Student Musa Wilson, 17, said seeing their reaction to the water filters working was priceless.


"They were so ecstatic like literally, actually jumping up and down when they saw the water change colors," Wilson said. "They were screaming, and they were just so happy hugging each other. Some of them were crying, and it really pulled on our heartstrings as well."

During the 10-day trip, Imhotep students donated 3D printers to multiple schools in hopes of addressing environmental issues in a sustainable way. The students instructed village scholars on how to use the 3D printers.

Shirley Posey is the Director of STEM at Imhotep and said this is only the beginning of the new STEM program.

"We’re going to continue with the mission, and that’s cultivating global leaders, agents and change makers who are effectively addressing issues in the community using the power of STEM," Posey said.
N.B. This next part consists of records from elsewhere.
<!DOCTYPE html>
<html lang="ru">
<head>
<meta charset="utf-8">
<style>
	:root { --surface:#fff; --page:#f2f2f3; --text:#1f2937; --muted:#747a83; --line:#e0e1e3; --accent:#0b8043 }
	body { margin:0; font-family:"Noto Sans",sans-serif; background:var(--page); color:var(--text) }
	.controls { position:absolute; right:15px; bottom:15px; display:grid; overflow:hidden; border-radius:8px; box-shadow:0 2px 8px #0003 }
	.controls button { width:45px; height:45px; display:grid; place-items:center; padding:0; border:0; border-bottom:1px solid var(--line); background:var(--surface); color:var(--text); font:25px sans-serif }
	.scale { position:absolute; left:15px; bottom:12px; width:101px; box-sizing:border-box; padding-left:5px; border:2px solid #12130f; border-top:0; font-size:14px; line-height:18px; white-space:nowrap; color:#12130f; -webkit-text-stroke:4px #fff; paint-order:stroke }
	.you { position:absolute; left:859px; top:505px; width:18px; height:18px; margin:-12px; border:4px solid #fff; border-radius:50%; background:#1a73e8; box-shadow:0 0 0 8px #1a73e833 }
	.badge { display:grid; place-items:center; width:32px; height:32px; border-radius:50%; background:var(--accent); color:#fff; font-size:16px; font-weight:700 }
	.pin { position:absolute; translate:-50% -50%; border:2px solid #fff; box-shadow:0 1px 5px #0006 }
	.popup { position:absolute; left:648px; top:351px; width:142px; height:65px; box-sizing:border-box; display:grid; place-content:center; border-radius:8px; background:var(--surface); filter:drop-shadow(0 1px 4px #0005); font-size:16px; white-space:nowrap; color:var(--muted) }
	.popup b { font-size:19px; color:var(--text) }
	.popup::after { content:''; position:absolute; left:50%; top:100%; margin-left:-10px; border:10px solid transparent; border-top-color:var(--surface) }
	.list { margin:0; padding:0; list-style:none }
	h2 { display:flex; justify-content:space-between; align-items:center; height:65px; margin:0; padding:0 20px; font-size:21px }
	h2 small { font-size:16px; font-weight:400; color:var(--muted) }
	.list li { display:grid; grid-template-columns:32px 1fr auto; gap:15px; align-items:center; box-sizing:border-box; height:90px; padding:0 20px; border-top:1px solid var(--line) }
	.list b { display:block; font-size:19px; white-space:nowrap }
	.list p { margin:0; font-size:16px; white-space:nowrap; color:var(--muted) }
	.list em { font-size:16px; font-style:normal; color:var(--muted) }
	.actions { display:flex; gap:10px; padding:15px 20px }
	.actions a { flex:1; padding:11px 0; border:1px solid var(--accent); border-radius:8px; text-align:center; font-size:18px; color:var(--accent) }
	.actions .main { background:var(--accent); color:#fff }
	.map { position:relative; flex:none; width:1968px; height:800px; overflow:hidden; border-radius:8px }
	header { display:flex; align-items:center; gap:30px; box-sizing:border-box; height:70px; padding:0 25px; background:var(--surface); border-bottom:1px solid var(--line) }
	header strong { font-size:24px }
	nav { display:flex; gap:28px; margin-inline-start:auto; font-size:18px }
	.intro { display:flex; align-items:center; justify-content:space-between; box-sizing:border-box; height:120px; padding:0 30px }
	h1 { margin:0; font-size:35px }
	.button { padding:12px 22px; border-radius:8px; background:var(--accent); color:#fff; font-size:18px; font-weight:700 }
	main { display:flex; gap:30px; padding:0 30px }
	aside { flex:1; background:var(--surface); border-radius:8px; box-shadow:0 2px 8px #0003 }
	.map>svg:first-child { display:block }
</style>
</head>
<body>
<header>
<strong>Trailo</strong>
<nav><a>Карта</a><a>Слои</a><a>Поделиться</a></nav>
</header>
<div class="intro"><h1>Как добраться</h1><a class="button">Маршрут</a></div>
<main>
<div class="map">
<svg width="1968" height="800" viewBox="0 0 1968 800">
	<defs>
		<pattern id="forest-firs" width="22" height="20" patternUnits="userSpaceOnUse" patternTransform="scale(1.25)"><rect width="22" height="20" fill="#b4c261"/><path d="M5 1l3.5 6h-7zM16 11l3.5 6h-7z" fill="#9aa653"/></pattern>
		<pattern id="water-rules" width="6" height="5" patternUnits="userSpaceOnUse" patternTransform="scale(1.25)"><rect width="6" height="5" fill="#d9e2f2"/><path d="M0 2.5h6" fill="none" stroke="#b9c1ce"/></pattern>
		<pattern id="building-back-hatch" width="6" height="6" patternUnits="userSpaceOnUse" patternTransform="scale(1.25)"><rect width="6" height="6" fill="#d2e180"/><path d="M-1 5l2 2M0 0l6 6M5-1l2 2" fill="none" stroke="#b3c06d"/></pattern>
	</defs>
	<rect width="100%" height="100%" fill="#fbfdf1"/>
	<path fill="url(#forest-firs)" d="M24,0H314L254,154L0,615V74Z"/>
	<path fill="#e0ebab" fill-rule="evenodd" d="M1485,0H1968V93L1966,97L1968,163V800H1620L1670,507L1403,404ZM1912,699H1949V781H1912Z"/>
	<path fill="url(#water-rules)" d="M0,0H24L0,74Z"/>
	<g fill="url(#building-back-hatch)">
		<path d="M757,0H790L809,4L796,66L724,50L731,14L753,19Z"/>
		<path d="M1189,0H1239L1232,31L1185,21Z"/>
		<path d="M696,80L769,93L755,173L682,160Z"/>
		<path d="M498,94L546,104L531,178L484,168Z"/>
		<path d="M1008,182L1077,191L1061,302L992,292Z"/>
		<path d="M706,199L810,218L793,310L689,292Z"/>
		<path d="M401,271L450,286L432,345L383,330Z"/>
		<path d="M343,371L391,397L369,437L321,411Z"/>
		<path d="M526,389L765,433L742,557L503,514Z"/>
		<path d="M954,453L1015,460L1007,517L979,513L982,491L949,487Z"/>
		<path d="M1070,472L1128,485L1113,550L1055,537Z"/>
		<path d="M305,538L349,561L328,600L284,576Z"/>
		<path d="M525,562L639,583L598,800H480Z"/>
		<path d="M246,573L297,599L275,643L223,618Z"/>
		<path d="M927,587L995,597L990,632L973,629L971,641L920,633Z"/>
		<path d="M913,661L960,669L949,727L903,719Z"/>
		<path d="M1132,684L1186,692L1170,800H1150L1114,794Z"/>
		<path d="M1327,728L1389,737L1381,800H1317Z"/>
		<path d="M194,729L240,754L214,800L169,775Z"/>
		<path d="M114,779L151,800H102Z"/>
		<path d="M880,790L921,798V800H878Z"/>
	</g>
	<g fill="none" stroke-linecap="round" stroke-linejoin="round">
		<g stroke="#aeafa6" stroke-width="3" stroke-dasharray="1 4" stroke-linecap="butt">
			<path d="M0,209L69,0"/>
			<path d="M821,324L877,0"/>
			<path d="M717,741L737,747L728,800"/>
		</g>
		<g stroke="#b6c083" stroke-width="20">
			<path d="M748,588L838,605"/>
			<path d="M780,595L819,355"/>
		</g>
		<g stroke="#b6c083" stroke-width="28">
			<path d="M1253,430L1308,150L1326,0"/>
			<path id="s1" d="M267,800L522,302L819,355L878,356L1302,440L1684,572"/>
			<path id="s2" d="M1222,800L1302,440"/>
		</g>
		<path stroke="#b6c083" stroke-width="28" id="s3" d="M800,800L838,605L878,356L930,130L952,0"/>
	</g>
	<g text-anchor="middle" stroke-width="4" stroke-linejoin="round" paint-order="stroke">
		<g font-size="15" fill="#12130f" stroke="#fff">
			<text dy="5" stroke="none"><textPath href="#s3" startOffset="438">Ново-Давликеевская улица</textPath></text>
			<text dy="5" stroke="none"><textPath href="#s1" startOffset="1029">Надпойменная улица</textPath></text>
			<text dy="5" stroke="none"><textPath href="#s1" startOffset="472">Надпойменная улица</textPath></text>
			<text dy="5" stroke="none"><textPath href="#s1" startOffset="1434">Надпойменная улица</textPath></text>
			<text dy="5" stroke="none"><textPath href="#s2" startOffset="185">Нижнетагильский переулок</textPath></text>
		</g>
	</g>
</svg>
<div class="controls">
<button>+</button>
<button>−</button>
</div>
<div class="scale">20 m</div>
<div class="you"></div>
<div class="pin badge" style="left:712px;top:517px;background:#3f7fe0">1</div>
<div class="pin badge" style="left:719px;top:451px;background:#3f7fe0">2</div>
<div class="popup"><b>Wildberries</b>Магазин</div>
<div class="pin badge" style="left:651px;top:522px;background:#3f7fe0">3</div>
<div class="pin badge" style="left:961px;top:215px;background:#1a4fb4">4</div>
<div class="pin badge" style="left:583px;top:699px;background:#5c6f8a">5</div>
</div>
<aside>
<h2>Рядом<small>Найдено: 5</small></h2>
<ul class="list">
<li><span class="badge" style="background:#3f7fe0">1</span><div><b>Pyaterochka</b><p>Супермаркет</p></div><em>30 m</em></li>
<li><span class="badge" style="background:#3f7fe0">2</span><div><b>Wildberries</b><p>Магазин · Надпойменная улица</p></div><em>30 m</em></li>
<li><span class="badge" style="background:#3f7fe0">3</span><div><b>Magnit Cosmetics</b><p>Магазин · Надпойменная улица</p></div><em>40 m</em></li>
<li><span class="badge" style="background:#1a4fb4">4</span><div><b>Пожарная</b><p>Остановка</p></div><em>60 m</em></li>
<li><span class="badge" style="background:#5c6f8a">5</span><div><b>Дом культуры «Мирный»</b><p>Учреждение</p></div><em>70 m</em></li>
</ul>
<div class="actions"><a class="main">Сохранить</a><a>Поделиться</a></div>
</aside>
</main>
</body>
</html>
Students said the love they were shown in Ghana was overwhelming, especially from the young boys and girls.

"Instantly loved. The kids came up to us, hugged us. The kids were very loving, and everything was so genuine with them," student Jabree Wallace-Coleman said. "I started crying. It was a beautiful sight to help people, to help my people. I’m about to start tearing up now just thinking about it."

"It was the unity, the coming together of our students and the people who lived there, and it was just one big celebration," said Deborah Toney Moore, Executive Administrative Associate at Imhotep.

Students said the impact this trip had goes both ways. The students collectively said this trip was life changing.

"After going on the trip and seeing the people and seeing how happy and how spirited they were, my mindset just changed," said student Jeremiah White. "I would say I’m a more happier person and more open minded than I was… I think changed for the better."